Collected data entries
-- -- --

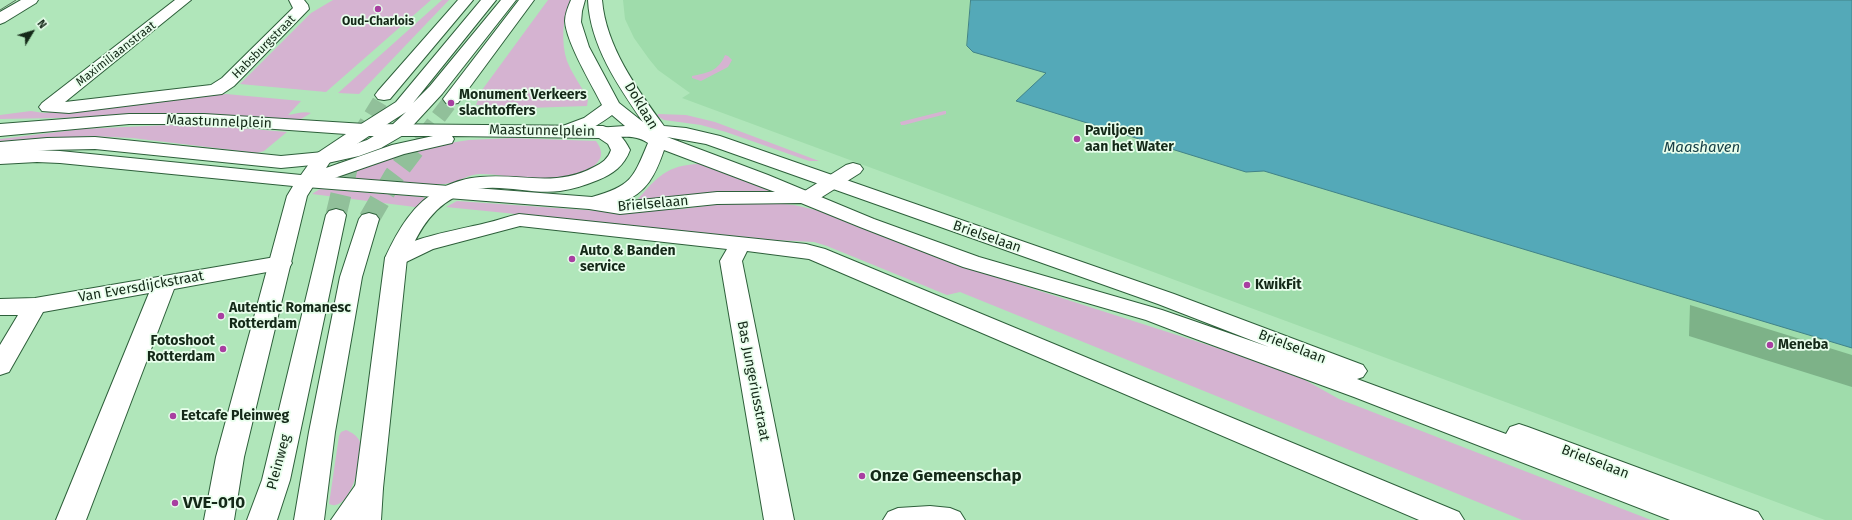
<!DOCTYPE html>
<style>
body{margin:0}
#map{position:relative;width:1852px;height:520px;overflow:hidden;background:#b0e6ba;font-family:"Fira Sans",sans-serif}
canvas{display:block}
.north{position:absolute;left:12px;top:12px;width:40px;height:40px;-webkit-text-stroke:3px #e8feec;paint-order:stroke;rotate:52deg;font-size:11px;font-weight:700;line-height:16px;text-align:center;color:#142918}
.north::after{content:'';display:block;margin:auto;width:14px;height:18px;background:#142918;clip-path:polygon(50% 0,100% 100%,50% 72%,0 100%)}
</style>
<div id="map">
<canvas width="1852" height="520"></canvas>
<div class="north">N</div>
</div>
<script>
const ctx = document.querySelector('canvas').getContext('2d');
ctx.lineJoin = 'round';
function fillPath(path, color) { ctx.fillStyle = color; ctx.fill(path, 'evenodd'); }
function strokePath(path, color, width, dash) { ctx.strokeStyle = color; ctx.lineWidth = width; ctx.lineCap = dash ? 'butt' : 'round'; ctx.setLineDash(dash || []); ctx.stroke(path); }
function label(font, color, halo, rows, align = 'center') {
  ctx.font = font + ' "Fira Sans",sans-serif'; ctx.lineWidth = 3.5; ctx.setLineDash([]); ctx.textBaseline = 'middle'; ctx.strokeStyle = halo; ctx.fillStyle = color; for (const [text, x, y, turn = 0] of rows) {
    ctx.save(); ctx.translate(x, y); ctx.rotate((+turn || 0) * Math.PI / 180); ctx.textAlign = isNaN(turn) ? turn : align; if (halo) ctx.strokeText(text, 0, 0); ctx.fillText(text, 0, 0); ctx.restore();
  }
}
fillPath(new Path2D(`
 M 623,0 L 997,0 L 1852,292 L 1852,520 L 1825,520 L 682,98 L 690,93 L 658,70 L 649,59 L 634,38 L 625,19 Z`), '#9fdcab');
fillPath(new Path2D(`
 M 333,0 L 431,0 L 326,92 L 240,84 L 311,13 Z
 M 442,0 L 449,0 L 359,94 L 338,93 Z
 M 548,0 L 571,0 C 562,17 561,43 567,61 C 572,74 582,87 588,99 L 587,106 L 527,108 L 476,105 L 482,90 Z
 M 725,55 L 728,56 L 732,60 L 728,67 L 701,81 L 692,78 L 692,76 C 707,73 719,71 725,55 Z
 M 226,94 L 301,101 L 288,115 C 296,114 304,111 311,113 L 301,119 L 297,120 L 214,115 L 0,119 L 0,115 L 31,111 L 44,113 Z
 M 944,111 L 946,111 L 946,114 L 904,125 L 901,125 L 900,122 Z
 M 658,114 L 686,115 L 715,122 L 819,161 L 809,161 L 726,132 L 701,125 L 664,120 L 657,116 Z
 M 168,125 L 229,127 L 287,132 L 264,151 L 257,153 L 132,138 L 90,136 L 0,144 L 0,139 L 82,129 Z
 M 511,138 L 596,141 C 601,148 604,155 597,163 C 571,192 513,174 480,174 C 468,174 457,183 445,184 C 413,186 379,180 347,178 L 340,174 L 430,146 L 469,140 Z
 M 699,164 L 710,167 L 781,192 L 779,194 L 727,192 L 637,200 C 657,177 667,165 699,164 Z
 M 320,189 L 423,197 L 426,199 L 419,207 L 415,207 L 312,194 Z
 M 457,201 L 614,212 L 681,209 L 729,203 L 764,202 L 794,205 L 833,214 L 990,275 L 1289,371 L 1339,399 L 1651,520 L 1522,520 L 960,292 L 947,295 L 827,246 L 814,242 L 775,240 L 446,207 Z
 M 346,430 C 351,432 358,436 360,442 C 364,455 352,504 335,505 C 333,506 331,504 329,504 L 339,436 L 341,432 Z`), '#d5b3d1');
const water = new Path2D(`
 M 971,0 L 1852,0 L 1852,348 L 1264,171 L 1246,172 L 1016,101 L 1046,73 L 973,52 L 967,46 Z`);
fillPath(water, '#54a9b8');
strokePath(water, '#418388', 1);
fillPath(new Path2D(`
 M 1690,305 L 1852,355 L 1852,387 L 1689,336 Z`), '#7db288');
strokePath(new Path2D(`
 M 359,136 L 384,95
 M 424,136 L 452,99`), '#91c09a', 16, [16, 8]);
strokePath(new Path2D(`
 M 336,215 L 352,148 L 360,135
 M 369,219 L 394,176 L 425,135`), '#91c09a', 21, [21, 10]);
const minor = new Path2D(`
 M 175,0 L 191,0 L 65,102 L 211,85 L 222,78 L 293,8 L 289,0 L 304,0 L 308,5 L 309,9 L 234,86 L 222,94 L 69,113 L 42,111 L 39,107 L 42,103 Z
 M 853,163 L 860,165 L 863,169 L 860,173 L 814,202 L 807,204 L 800,202 L 797,198 L 800,194 L 846,165 Z
 M 519,214 L 806,244 L 825,249 L 1459,512 L 1464,520 L 1419,520 L 809,259 L 747,251 L 742,261 L 794,520 L 764,520 L 720,261 L 727,249 L 520,226 L 433,249 L 404,263 L 396,265 L 388,263 L 385,258 C 398,239 463,229 486,223 C 497,221 508,216 519,214 Z
 M 281,256 L 289,258 L 292,263 L 289,268 L 174,289 L 86,520 L 56,520 L 149,293 L 43,312 L 9,372 L 0,375 L 0,345 L 18,315 L 0,315 L 0,299 L 35,298 Z
 M 369,477 L 379,480 L 383,488 L 381,520 L 351,520 L 355,488 L 359,480 Z
 M 930,506 L 950,508 L 960,512 L 965,520 L 883,520 L 888,512 L 898,508 Z`);
const tertiary = new Path2D(`
 M 21,0 L 38,0 L 36,3 L 5,22 L 0,24 L 0,12 Z`);
const secondary = new Path2D(`
 M 571,0 L 585,0 L 582,11 L 581,22 L 589,47 L 619,103 L 643,122 C 618,86 590,45 588,0 L 602,0 C 606,47 637,89 664,126 L 686,128 L 720,136 L 1174,294 L 1363,365 L 1367,371 L 1363,377 L 1357,379 L 1506,434 L 1510,427 L 1519,424 L 1528,427 L 1758,512 L 1763,520 L 1670,520 L 1354,397 L 1185,335 L 1146,320 L 963,267 L 860,227 L 801,203 L 717,204 L 620,214 L 589,209 L 306,187 L 299,185 L 296,181 L 299,177 L 306,175 L 592,197 C 631,186 633,179 648,143 C 630,131 616,141 596,136 L 594,132 L 596,128 L 625,126 L 612,115 C 598,125 578,139 560,135 L 558,131 L 560,127 L 584,118 L 602,105 C 592,85 566,42 565,21 C 565,14 568,7 571,0 ZM 667,137 L 706,144 L 1158,304 L 1269,347 L 1162,310 L 979,257 L 874,219 L 768,175 ZM 664,150 L 775,192 L 717,192 L 621,202 C 647,194 656,173 664,150 Z`);
const primary = new Path2D(`
 M 129,114 L 204,114 L 365,124 L 603,126 C 617,130 624,138 630,150 C 624,166 613,174 598,180 C 586,185 573,189 560,191 C 529,195 495,181 466,192 C 434,204 420,228 407,258 L 383,488 L 379,496 L 369,499 L 359,496 L 355,488 L 385,258 C 398,230 413,203 442,188 C 453,182 467,178 480,177 C 521,173 555,188 594,167 C 602,163 608,159 611,150 L 608,144 L 599,138 L 452,136 L 454,139 L 452,143 L 404,154 L 314,185 L 307,196 L 244,457 L 234,520 L 204,520 L 216,457 L 287,196 L 293,186 L 60,163 L 37,162 L 0,164 L 0,152 L 37,150 L 60,151 L 301,175 L 316,154 L 346,134 L 204,124 L 129,124 L 0,136 L 0,124 ZM 369,136 L 433,136 L 392,145 L 326,168 L 330,162 Z`);
const trunk = new Path2D(`
 M 458,0 L 473,0 L 390,99 L 384,100 L 378,99 L 375,95 L 378,91 Z
 M 481,0 L 496,0 L 413,103 L 430,86 L 501,0 L 516,0 L 442,94 L 405,134 L 381,148 L 359,156 L 323,164 L 281,168 L 95,149 L 47,150 L 0,154 L 0,142 L 47,138 L 95,137 L 281,156 L 323,152 L 347,147 L 367,140 L 391,126 L 406,112 L 372,134 L 365,136 L 358,134 L 356,130 L 358,126 L 396,102 Z
 M 519,0 L 534,0 L 458,103 L 452,104 L 446,103 L 443,99 L 446,95 Z
 M 336,209 L 343,211 L 346,215 L 290,480 L 277,520 L 247,520 L 262,480 L 326,215 L 329,211 Z
 M 369,213 L 376,215 L 379,219 L 362,277 L 335,432 L 324,520 L 294,520 L 309,432 L 340,277 L 359,219 L 362,215 Z
 M 369,477 L 379,480 L 383,488 L 362,520 L 331,520 L 359,480 Z`);
strokePath(minor, '#2d5f3a', 2);
strokePath(tertiary, '#2d5f3a', 2);
strokePath(secondary, '#2d5f3a', 2);
strokePath(primary, '#2d5f3a', 2);
strokePath(trunk, '#2d5f3a', 2);
fillPath(minor, '#fff');
fillPath(tertiary, '#fff');
fillPath(secondary, '#fff');
fillPath(primary, '#fff');
fillPath(trunk, '#fff');
strokePath(new Path2D(`
 M 0,10 L 16,0`), '#55785b', 1);
for (const [x, y, r, color] of [
 [378,9,4,"#a83fa1"],
 [451,103,4,"#a83fa1"],
 [1077,139,4,"#a83fa1"],
 [572,259,4,"#a83fa1"],
 [1247,285,4,"#a83fa1"],
 [221,316,4,"#a83fa1"],
 [1770,345,4,"#a83fa1"],
 [223,349,4,"#a83fa1"],
 [173,416,4,"#a83fa1"],
 [862,476,4,"#a83fa1"],
 [175,503,4,"#a83fa1"]
]) { const dot = new Path2D(); dot.arc(x, y, r, 0, 2 * Math.PI); ctx.fillStyle = color; ctx.fill(dot); strokePath(dot, '#e8feec', 1.5); }
label('bold 12px', '#142918', '#e8feec', [
 ["Oud-Charlois",378,22]
]);
label('12px', '#142918', '#e8feec', [
 ["Habsburgstraat",264,47,-45],
 ["Maximiliaanstraat",116,54,-38]
]);
label('bold 14px', '#142918', '#e8feec', [
 ["Monument Verkeers",459,95],
 ["slachtoffers",459,111],
 ["Paviljoen",1085,131],
 ["aan het Water",1085,147],
 ["Auto & Banden",580,251],
 ["service",580,267],
 ["KwikFit",1255,285],
 ["Autentic Romanesc",229,308],
 ["Rotterdam",229,324],
 ["Fotoshoot",215,341,"right"],
 ["Rotterdam",215,357,"right"],
 ["Meneba",1778,345],
 ["Eetcafe Pleinweg",181,416]
], 'left');
label('14px', '#142918', '#e8feec', [
 ["Doklaan",641,106,59],
 ["Maastunnelplein",219,122,2],
 ["Maastunnelplein",542,131,1],
 ["Brielselaan",653,204,-5],
 ["Brielselaan",987,237,19],
 ["Van Eversdijckstraat",141,287,-10],
 ["Brielselaan",1292,347,21],
 ["Bas Jungeriusstraat",753,381,79],
 ["Pleinweg",279,462,-75],
 ["Brielselaan",1595,462,21]
]);
label('italic 15px', '#184047', '#e8feec', [
 ["Maashaven",1702,148]
]);
label('bold 17px', '#142918', '#e8feec', [
 ["Onze Gemeenschap",870,476],
 ["VVE-010",183,503]
], 'left');
</script>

-- -- --

Reproduce the records exactly, starting with their first line and ending with the line that contains "M 168,125 L", though pictures should be dropped.

<!DOCTYPE html>
<style>
body{margin:0}
#map{position:relative;width:1852px;height:520px;overflow:hidden;background:#b0e6ba;font-family:"Fira Sans",sans-serif}
canvas{display:block}
.north{position:absolute;left:12px;top:12px;width:40px;height:40px;-webkit-text-stroke:3px #e8feec;paint-order:stroke;rotate:52deg;font-size:11px;font-weight:700;line-height:16px;text-align:center;color:#142918}
.north::after{content:'';display:block;margin:auto;width:14px;height:18px;background:#142918;clip-path:polygon(50% 0,100% 100%,50% 72%,0 100%)}
</style>
<div id="map">
<canvas width="1852" height="520"></canvas>
<div class="north">N</div>
</div>
<script>
const ctx = document.querySelector('canvas').getContext('2d');
ctx.lineJoin = 'round';
function fillPath(path, color) { ctx.fillStyle = color; ctx.fill(path, 'evenodd'); }
function strokePath(path, color, width, dash) { ctx.strokeStyle = color; ctx.lineWidth = width; ctx.lineCap = dash ? 'butt' : 'round'; ctx.setLineDash(dash || []); ctx.stroke(path); }
function label(font, color, halo, rows, align = 'center') {
  ctx.font = font + ' "Fira Sans",sans-serif'; ctx.lineWidth = 3.5; ctx.setLineDash([]); ctx.textBaseline = 'middle'; ctx.strokeStyle = halo; ctx.fillStyle = color; for (const [text, x, y, turn = 0] of rows) {
    ctx.save(); ctx.translate(x, y); ctx.rotate((+turn || 0) * Math.PI / 180); ctx.textAlign = isNaN(turn) ? turn : align; if (halo) ctx.strokeText(text, 0, 0); ctx.fillText(text, 0, 0); ctx.restore();
  }
}
fillPath(new Path2D(`
 M 623,0 L 997,0 L 1852,292 L 1852,520 L 1825,520 L 682,98 L 690,93 L 658,70 L 649,59 L 634,38 L 625,19 Z`), '#9fdcab');
fillPath(new Path2D(`
 M 333,0 L 431,0 L 326,92 L 240,84 L 311,13 Z
 M 442,0 L 449,0 L 359,94 L 338,93 Z
 M 548,0 L 571,0 C 562,17 561,43 567,61 C 572,74 582,87 588,99 L 587,106 L 527,108 L 476,105 L 482,90 Z
 M 725,55 L 728,56 L 732,60 L 728,67 L 701,81 L 692,78 L 692,76 C 707,73 719,71 725,55 Z
 M 226,94 L 301,101 L 288,115 C 296,114 304,111 311,113 L 301,119 L 297,120 L 214,115 L 0,119 L 0,115 L 31,111 L 44,113 Z
 M 944,111 L 946,111 L 946,114 L 904,125 L 901,125 L 900,122 Z
 M 658,114 L 686,115 L 715,122 L 819,161 L 809,161 L 726,132 L 701,125 L 664,120 L 657,116 Z
 M 168,125 L 229,127 L 287,132 L 264,151 L 257,153 L 132,138 L 90,136 L 0,144 L 0,139 L 82,129 Z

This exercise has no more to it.